A segunda, mais relevante, foi a rápida expansão da iluminação artificial, primeiro com o gás e, posteriormente, com iluminação elétrica, nas ruas e dentro de casa. Isso, por um lado, “encorajou horários de ir dormir mais tardios, sem alteração no horário de acordar, o que auxiliou na compressão do sono num único período”. Por outro, a iluminação artificial alterou o relógio biológico humano e o ciclo sono-vigília tão sensível à luz ou à ausência dela.
O sono, explica Cátia Reis, é a conjugação de dois mecanismos: “Um deles é um processo homeostático [de equilíbrio orgânico] chamado pressão de sono”, que não é mais do que a necessidade que temos de dormir. De manhã, depois de uma noite bem dormida, a pressão de sono será pouca ou nenhuma, ao longo do dia ela vai aumentando e só diminui quando dormimos. O outro é o mecanismo circadiano, o nosso relógio biológico que está alinhado com os ciclos de luz a cada 24 horas.
É à noite que começamos a produzir melatonina, a hormona do sono.
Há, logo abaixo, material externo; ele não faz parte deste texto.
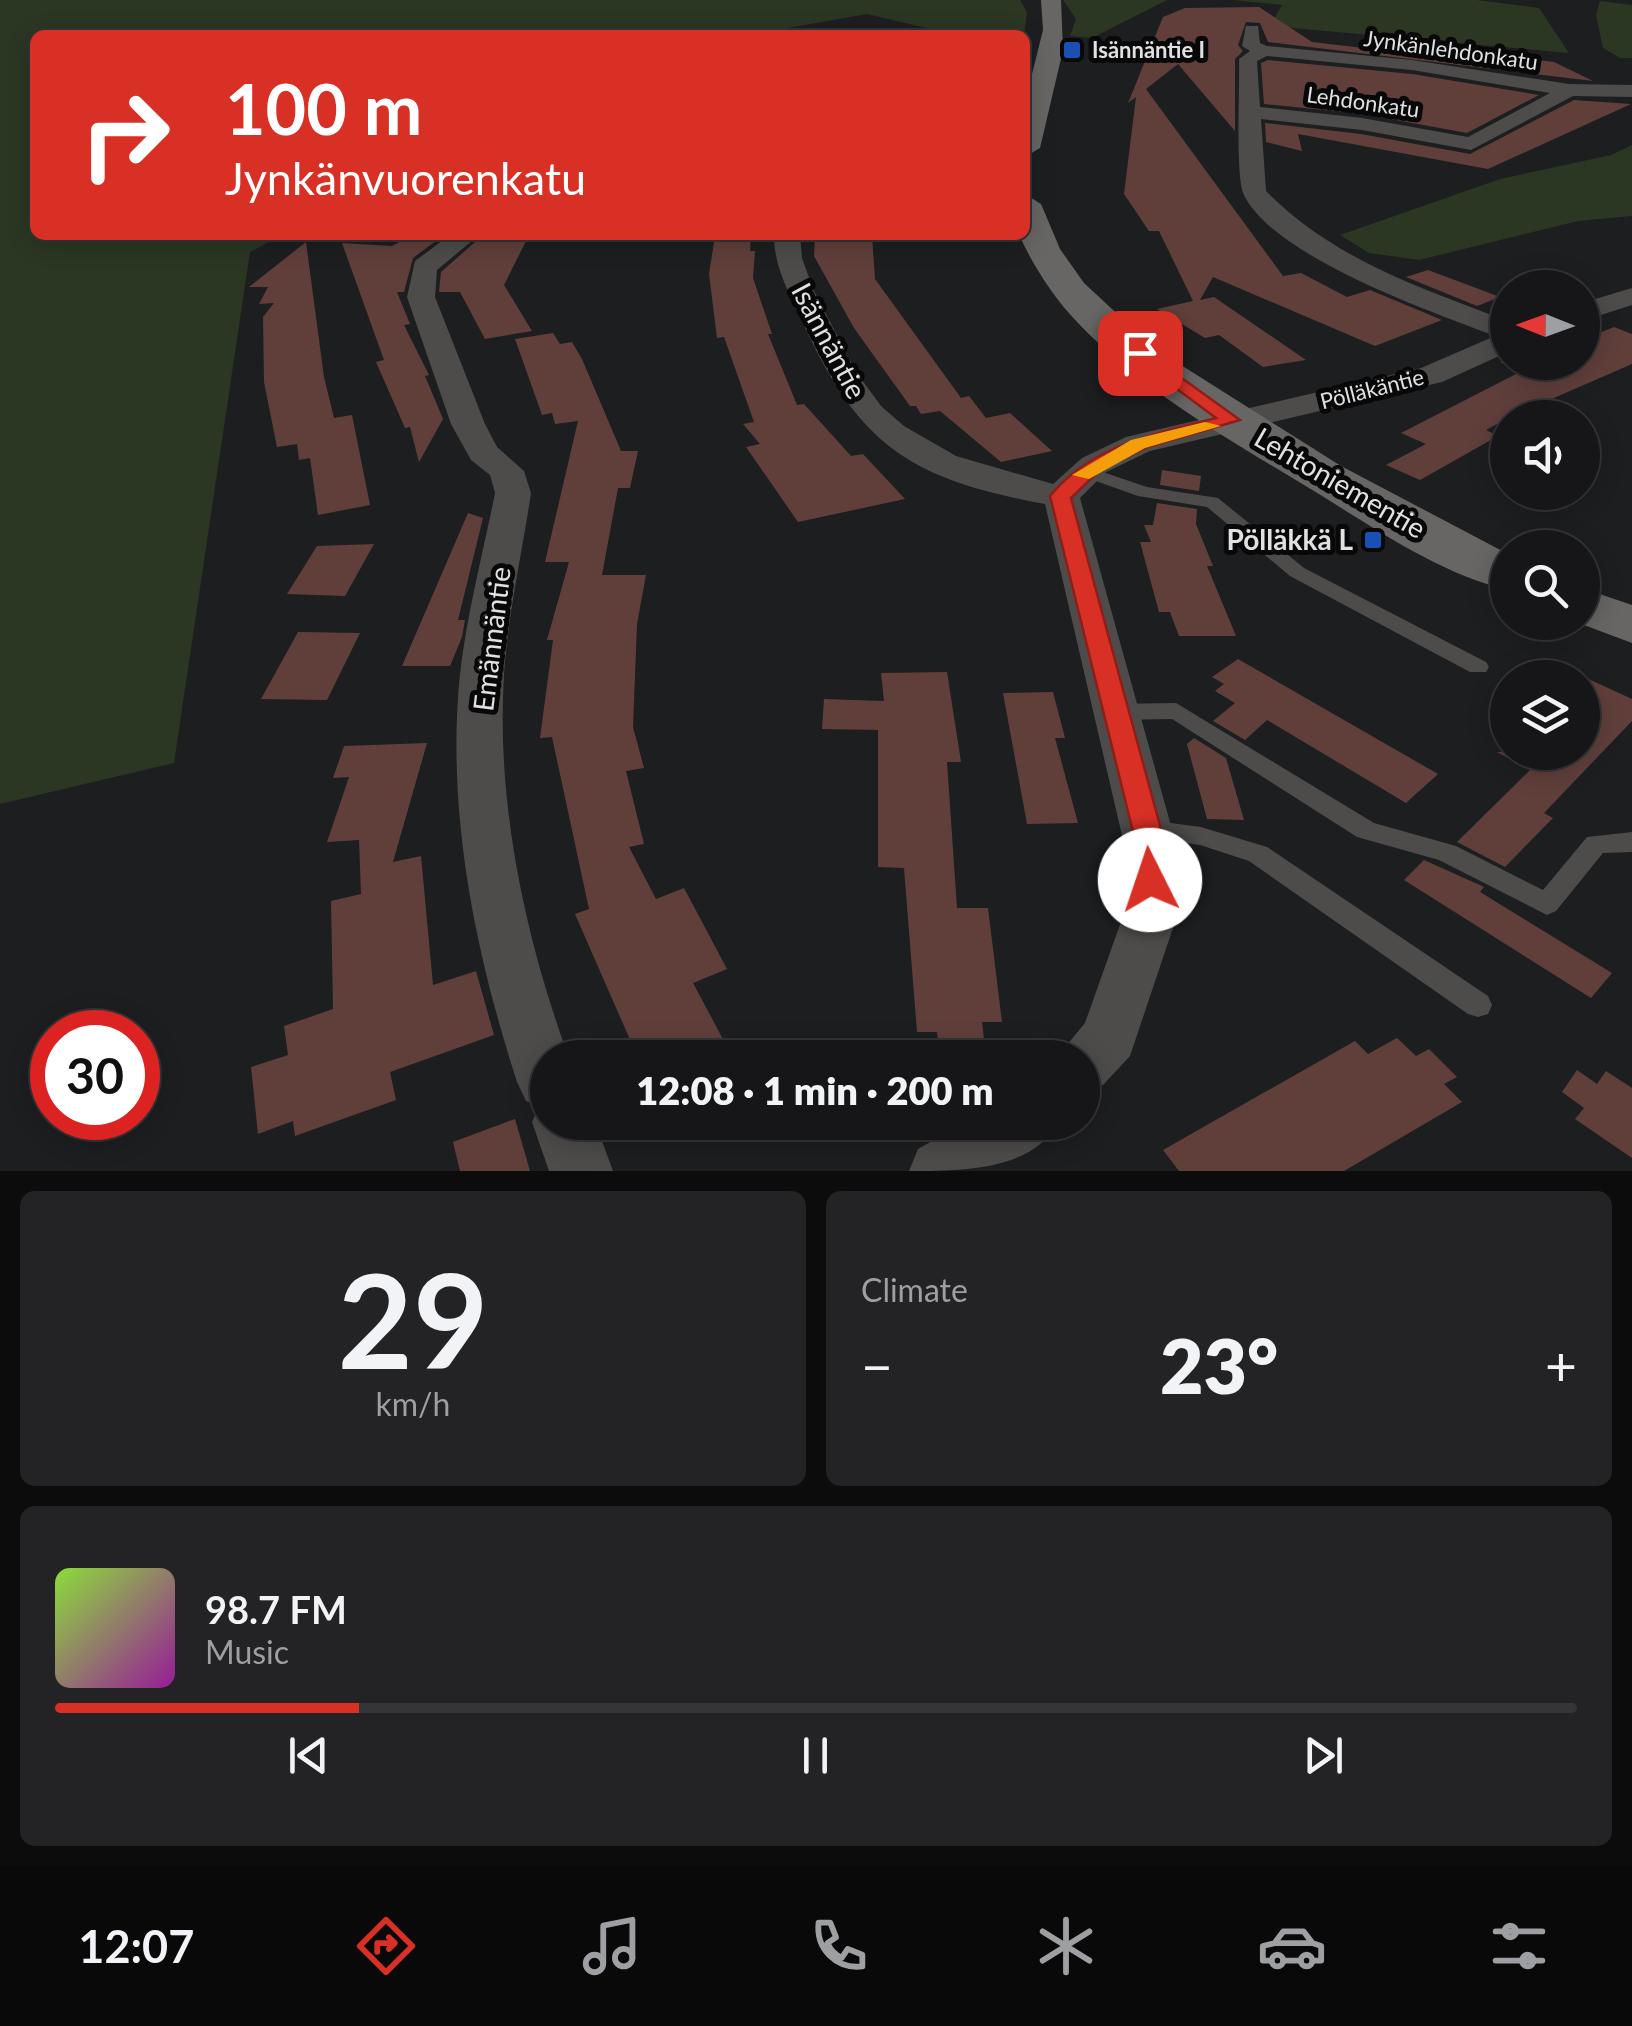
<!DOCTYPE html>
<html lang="en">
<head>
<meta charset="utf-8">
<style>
  body { margin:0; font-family:Lato,sans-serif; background:#232325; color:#f1f3f6; height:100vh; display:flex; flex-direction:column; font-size:38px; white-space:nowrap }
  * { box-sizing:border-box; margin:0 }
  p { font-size:32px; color:#9e9fa2 }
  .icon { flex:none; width:55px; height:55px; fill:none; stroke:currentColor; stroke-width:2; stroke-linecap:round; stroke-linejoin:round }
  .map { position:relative; height:1171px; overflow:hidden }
  .details { display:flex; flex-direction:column; gap:20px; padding:20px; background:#0c0c0d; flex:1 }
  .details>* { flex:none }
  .top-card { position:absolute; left:30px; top:30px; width:1000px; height:210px; border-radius:15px; box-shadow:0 5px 25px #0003,0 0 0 2px #353537; background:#d93025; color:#fff; overflow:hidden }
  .needle { width:65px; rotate:271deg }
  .controls { position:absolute; left:1490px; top:270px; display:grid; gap:20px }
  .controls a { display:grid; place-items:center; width:110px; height:110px; border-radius:50%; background:#161618; box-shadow:0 5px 25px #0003,0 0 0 2px #353537; font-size:50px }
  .speed { position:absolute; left:30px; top:1010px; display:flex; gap:20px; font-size:50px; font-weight:700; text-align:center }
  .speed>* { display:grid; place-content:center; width:130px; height:130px; border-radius:50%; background:#161618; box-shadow:0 5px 25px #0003,0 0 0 2px #353537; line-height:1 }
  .speed .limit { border:15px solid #d22; background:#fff; color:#111 }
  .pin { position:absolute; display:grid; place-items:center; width:85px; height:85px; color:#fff; margin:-42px; border-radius:20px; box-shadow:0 5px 15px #0006 }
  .me { position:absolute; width:110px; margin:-55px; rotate:356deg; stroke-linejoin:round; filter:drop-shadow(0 0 8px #0008) }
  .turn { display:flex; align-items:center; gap:35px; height:210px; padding:0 30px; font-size:45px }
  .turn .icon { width:130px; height:130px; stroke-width:2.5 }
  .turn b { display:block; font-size:70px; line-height:85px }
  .big { font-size:75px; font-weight:800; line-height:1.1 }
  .details .tile { flex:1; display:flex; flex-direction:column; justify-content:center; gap:15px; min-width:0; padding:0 35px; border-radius:15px; background:#232325 }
  .details .dial { align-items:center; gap:0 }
  .dial b { font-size:130px; line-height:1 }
  .song { display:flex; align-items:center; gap:30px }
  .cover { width:120px; height:120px; border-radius:15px; background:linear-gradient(135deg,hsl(90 70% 55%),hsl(300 70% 35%)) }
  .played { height:10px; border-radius:5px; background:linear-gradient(90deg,#d93025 20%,#353537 20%) }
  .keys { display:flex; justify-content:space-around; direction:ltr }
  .heat { display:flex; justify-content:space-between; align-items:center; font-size:55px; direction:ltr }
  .details .tiles { flex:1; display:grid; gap:20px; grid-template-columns:1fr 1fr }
  .tile:last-child { grid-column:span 2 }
  .trip { position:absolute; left:530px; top:1040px; width:570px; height:100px; border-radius:50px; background:#161618; box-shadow:0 5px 25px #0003,0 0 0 2px #353537; font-weight:800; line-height:100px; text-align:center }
  .tab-bar { display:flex; height:160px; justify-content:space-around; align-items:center; background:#09090a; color:#9e9fa2 }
  .tab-bar .icon { width:70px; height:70px }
  .tab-bar .on { color:#d93025 }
  .tab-bar b { font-size:45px; color:#f1f3f6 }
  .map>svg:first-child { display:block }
  .green { fill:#2b3623 }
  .building { fill:#603f3b }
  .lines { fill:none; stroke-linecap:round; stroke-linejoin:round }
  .lane { fill:#4d4c4b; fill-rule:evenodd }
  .street { fill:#4d4c4b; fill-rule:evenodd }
  .secondary { fill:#676664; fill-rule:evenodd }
  .route { fill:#d93025; stroke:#8d1f18; stroke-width:2.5 }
  .slow { fill:#f59e0b }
  .transit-dot { fill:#1a4fb4; stroke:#080809; stroke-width:4 }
  .labels { text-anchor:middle; stroke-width:10; stroke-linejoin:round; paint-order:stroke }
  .far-poi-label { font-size:22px; font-weight:bold; fill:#e1e1e3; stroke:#080809; text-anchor:start }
  .far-street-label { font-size:22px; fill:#e1e1e3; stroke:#080809 }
  .street-label { font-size:28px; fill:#e1e1e3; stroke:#080809 }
  .poi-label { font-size:28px; font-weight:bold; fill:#e1e1e3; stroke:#080809; text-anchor:end }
</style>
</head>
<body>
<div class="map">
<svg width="1632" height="1171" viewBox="0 0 1632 1171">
  <rect width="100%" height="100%" fill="#1d1e20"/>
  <g class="green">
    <path d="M0 0H1020L1027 12 1024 35H956L867 14 788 28 781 35H35V235H283L250 252 174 763 0 804Z"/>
    <path d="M1063 0H1167L1092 38 1070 36 1076 19Z"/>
    <path d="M1233 0H1477L1539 8 1569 53 1270 26 1282 5Z"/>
    <path d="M1600 1 1632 5V58H1620L1603 48 1596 15Z"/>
    <path d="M1632 145V216L1578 221 1419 260 1369 253 1340 235 1500 179 1611 155Z"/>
  </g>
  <g class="building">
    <path d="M1259 7 1312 42 1407 53 1425 47 1554 62 1593 81 1268 42 1260 23 1246 22 1238 45 1243 51 1235 59V131L1178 64 1146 89 1283 276 1301 273 1347 297 1370 290 1442 320 1375 346 1213 277 1200 300 1214 297 1306 360 1263 367 1219 335 1205 338 1157 309 1193 301 1159 231H1149L1124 194 1136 97 1128 103 1163 17 1185 8Z"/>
    <path d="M1268 60 1412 74 1539 95 1467 133 1363 114 1264 104 1261 63Z"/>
    <path d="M1574 100 1631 104 1488 169 1298 134 1302 151 1266 142 1265 123 1361 134 1470 154Z"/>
    <path d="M412 235H444L413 258 404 292H397L410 324 404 325 429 375 425 376 443 419 419 462 410 427 405 428 376 362 384 360 342 243 392 246Z"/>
    <path d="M483 235H529L504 285 532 331 485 339 460 292H439L441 272Z"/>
    <path d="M751 235 750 251H755L753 278 772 334H768L797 405 804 404 851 456 863 454 905 499 798 522 746 447 760 444 743 424 754 422 724 337 717 338 709 274 715 236Z"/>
    <path d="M824 235H872L875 279 961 398 969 396 986 418 1010 413 1052 451 1001 462 940 411 921 414 916 406H910L854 328 814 256 815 238Z"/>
    <path d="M306 242 324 377 334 418 352 415 370 505 318 515 310 458 299 460 297 444 277 447 264 382 263 317 274 303 259 304 268 287H249Z"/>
    <path d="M1428 270 1500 297 1477 306 1406 277Z"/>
    <path d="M1614 327 1632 334V364L1508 418 1486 430 1498 436 1420 480 1386 465 1426 444 1401 433 1520 372 1500 362H1582V340Z"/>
    <path d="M553 333 560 344 572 342 582 359 621 451H638L630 488H618L602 575H646L637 624 633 727 644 768 626 771 644 844 629 847 656 899 684 888 727 969 693 983 733 1058H638L575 914 589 909 552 737 540 738 553 640H547L569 562H545L578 421 555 424 552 413 542 415 515 339Z"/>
    <path d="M1162 470 1201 476 1199 491 1160 485Z"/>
    <path d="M1157 503 1197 509 1196 524 1213 566H1207L1236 636H1179L1170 612H1159L1140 542H1151L1144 525H1153Z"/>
    <path d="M468 513 483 518 458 620H465L462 637 450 666H402Z"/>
    <path d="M374 544 345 596 287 594 317 546Z"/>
    <path d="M298 632 360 633 327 700 261 699Z"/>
    <path d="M1238 659 1438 774 1406 803 1267 720 1245 740 1213 721 1235 703 1215 691 1224 684 1212 677Z"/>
    <path d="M947 672 961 762H947L957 908H988L1002 1022H982L985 1048H939L937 1032H917L904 868 878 867V730L822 729 824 699 884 701 881 673Z"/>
    <path d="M1582 676 1632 699V721L1544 813 1553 818 1505 867 1457 842 1530 770 1497 752H1582Z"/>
    <path d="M1053 692 1065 738H1055L1078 823 1027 824 1003 693Z"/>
    <path d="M1194 738 1226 758 1244 820 1207 819 1187 744Z"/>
    <path d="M427 743 393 862 421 856 433 985 476 971 494 1035 390 1072 396 1100 295 1136 293 1121 258 1134 251 1067 288 1055 284 1026 333 1009 331 901 361 894 359 840 327 842 349 777 333 778 344 746Z"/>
    <path d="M1424 860 1484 887 1480 892 1612 973 1591 998 1404 880Z"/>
    <path d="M1397 1038 1416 1056 1429 1049 1457 1077 1444 1084 1462 1102 1344 1171H1179L1163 1150 1355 1041 1368 1054Z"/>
    <path d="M1577 1070 1597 1084 1606 1071 1632 1088V1158L1575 1119 1584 1108 1562 1092Z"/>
    <path d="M515 1119 530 1171H460L453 1142Z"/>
  </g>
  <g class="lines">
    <g class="lane">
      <path d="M1085 466 1147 487 1218 498 1304 568 1486 662 1489 667 1486 672H1470L1290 576 1207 507 1138 496 1079 475 1076 471Z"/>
      <path d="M1176 703 1374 823 1456 846 1543 890 1587 837 1632 832V852L1603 853 1556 911 1547 915 1439 860 1357 837 1172 719 1116 720 1108 717 1105 712 1108 707 1116 704Z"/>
      <path d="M1148 820 1201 827 1267 847 1488 996 1492 1005 1488 1014 1478 1017 1468 1014 1249 861 1200 845 1139 836 1135 829 1139 822Z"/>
    </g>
    <g class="street">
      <path d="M1246 26H1258L1260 43 1267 46 1412 60 1569 84 1632 85V97L1573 96 1471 150 1362 130 1261 119 1266 191C1333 259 1420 288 1508 321V352L1442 382 1150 451 1106 472 1080 498 1176 844 1177 916 1130 1056 1103 1085 1082 1093V1058H1056L1085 1023 1123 916 1124 844 1045 504C910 479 859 446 802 321 789 292 774 268 774 235H800L802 258 813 289 856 372 881 406 904 426 956 456 1053 484 1082 458 1126 437 1421 368 1495 336C1432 312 1274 257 1244 195 1235 177 1240 85 1239 59L1250 51 1242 46ZM1267 56 1412 70 1550 93 1468 137 1362 118 1260 107 1257 61Z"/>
      <path d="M450 235H479L437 270 435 297 485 424 497 447 524 471 531 493C522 553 508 614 504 675 496 803 525 938 569 1058H548V1122H595L613 1171H549L532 1122 539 1106 526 1101 517 1082C475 952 446 811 460 674 467 613 483 553 495 493L490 475 471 460 451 424 407 297 415 261Z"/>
      <path d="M1632 288V305L1582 321V303Z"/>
      <path d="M966 1122H1058C1032 1171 963 1171 909 1171L918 1149Z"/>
    </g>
    <g class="secondary">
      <path d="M1041 0H1061L1063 50 1040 148 1025 157V102L1043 30Z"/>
      <path d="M1025 194 1041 204 1060 249 1084 283 1154 348 1341 466 1508 554V590C1441 574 1377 530 1319 494 1235 443 1146 394 1078 323 1053 297 1034 267 1019 235H1025Z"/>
      <path d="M1582 588 1632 605V643L1576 622H1582Z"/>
    </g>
  </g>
  <path class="route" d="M1140 348 1240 420 1145 448 1101 469 1071 498 1165 844V880L1161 888H1140L1135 880 1136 844 1050 496C1092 445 1155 434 1216 418L1134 357 1131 353Z"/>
  <path class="slow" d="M1205 422 1221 426 1145 448 1089 479 1072 475 1131 440Z"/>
  <g class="transit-dot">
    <rect x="1062" y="40" width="20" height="20" rx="5"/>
    <rect x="1363" y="530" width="20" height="20" rx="5"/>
  </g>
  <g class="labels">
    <g class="far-poi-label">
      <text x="1092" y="58">Isännäntie I</text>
    </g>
    <g class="far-street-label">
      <text transform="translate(1451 50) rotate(8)" y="8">Jynkänlehdonkatu</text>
      <text transform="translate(1363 102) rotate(8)" y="8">Lehdonkatu</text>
      <text transform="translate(1372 389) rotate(-14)" y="8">Pölläkäntie</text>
    </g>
    <g class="street-label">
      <text transform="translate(829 341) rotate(62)" y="10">Isännäntie</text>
      <text transform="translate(1340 483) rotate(30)" y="10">Lehtoniementie</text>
      <text transform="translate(492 639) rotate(-83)" y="10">Emännäntie</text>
    </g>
    <g class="poi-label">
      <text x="1353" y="550">Pölläkkä L</text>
    </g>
  </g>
</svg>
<div class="controls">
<a><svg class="needle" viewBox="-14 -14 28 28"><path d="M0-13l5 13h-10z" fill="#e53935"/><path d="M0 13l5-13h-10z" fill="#9e9fa2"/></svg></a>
<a><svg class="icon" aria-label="sound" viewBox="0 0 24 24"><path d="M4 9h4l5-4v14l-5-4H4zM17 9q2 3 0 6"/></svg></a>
<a><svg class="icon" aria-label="search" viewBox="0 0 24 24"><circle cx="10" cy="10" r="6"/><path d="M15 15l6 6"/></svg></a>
<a><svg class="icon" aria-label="layers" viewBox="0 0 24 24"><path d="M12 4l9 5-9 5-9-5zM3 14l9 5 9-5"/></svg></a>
</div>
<div class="speed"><div class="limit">30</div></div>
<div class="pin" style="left:1140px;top:353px;background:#d93025"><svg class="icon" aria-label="arrive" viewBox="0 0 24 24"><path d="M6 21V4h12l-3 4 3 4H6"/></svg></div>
<svg class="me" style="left:1150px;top:880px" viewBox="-20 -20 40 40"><circle r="19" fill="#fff"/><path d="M0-13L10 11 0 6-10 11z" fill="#d93025"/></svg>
<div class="trip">12:08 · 1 min · 200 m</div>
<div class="top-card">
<div class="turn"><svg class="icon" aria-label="right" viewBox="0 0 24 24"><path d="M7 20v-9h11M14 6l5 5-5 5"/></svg><div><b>100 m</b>Jynkänvuorenkatu</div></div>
</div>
</div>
<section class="details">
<div class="tiles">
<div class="tile dial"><b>29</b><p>km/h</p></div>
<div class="tile"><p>Climate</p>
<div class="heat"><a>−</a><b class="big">23°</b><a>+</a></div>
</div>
<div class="tile">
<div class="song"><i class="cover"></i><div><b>98.7 FM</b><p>Music</p></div></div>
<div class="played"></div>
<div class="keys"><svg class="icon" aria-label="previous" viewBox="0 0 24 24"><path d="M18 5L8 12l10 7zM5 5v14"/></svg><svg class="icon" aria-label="pause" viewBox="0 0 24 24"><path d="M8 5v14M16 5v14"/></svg><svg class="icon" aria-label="next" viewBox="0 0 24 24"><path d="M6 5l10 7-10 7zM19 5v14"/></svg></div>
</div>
</div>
</section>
<nav class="tab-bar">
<b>12:07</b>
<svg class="icon on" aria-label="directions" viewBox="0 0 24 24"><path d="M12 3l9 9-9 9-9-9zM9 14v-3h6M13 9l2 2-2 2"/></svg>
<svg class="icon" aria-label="music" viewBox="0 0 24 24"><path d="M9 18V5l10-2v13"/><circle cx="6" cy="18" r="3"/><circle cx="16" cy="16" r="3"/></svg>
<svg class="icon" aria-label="phone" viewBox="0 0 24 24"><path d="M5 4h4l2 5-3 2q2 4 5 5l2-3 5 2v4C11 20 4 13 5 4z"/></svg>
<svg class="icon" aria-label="climate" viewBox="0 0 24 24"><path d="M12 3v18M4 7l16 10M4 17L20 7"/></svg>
<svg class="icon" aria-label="car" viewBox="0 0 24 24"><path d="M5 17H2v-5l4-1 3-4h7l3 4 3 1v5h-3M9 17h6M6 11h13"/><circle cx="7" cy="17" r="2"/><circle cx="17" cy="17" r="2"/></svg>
<svg class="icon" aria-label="filters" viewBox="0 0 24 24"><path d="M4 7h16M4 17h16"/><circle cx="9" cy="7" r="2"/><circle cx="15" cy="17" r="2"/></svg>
</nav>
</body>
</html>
Mas para a produzirmos o nosso cérebro precisa de perceber que é de noite e isso é mais difícil com a quantidade de luz artificial – de candeeiros, televisões e smartphones – a que estamos sujeitos. “A luz faz suprimir a produção de melatonina porque ela é só produzida na escuridão. É por isso que não devemos estar expostos a fontes de luz à noite, explica a investigadora. “Porque estamos a dizer ao nosso cérebro que é de dia e a dessincronizarmos um dos mecanismos essenciais do sono”.
Roger Ekirch gosta de citar, a esse propósito, o cientista do sono Charles Czeisler, da Universidade de Harvard (EUA): “Todas as vezes que acendemos uma luz, estamos inadvertidamente a usar uma droga que afeta a forma como dormiremos”.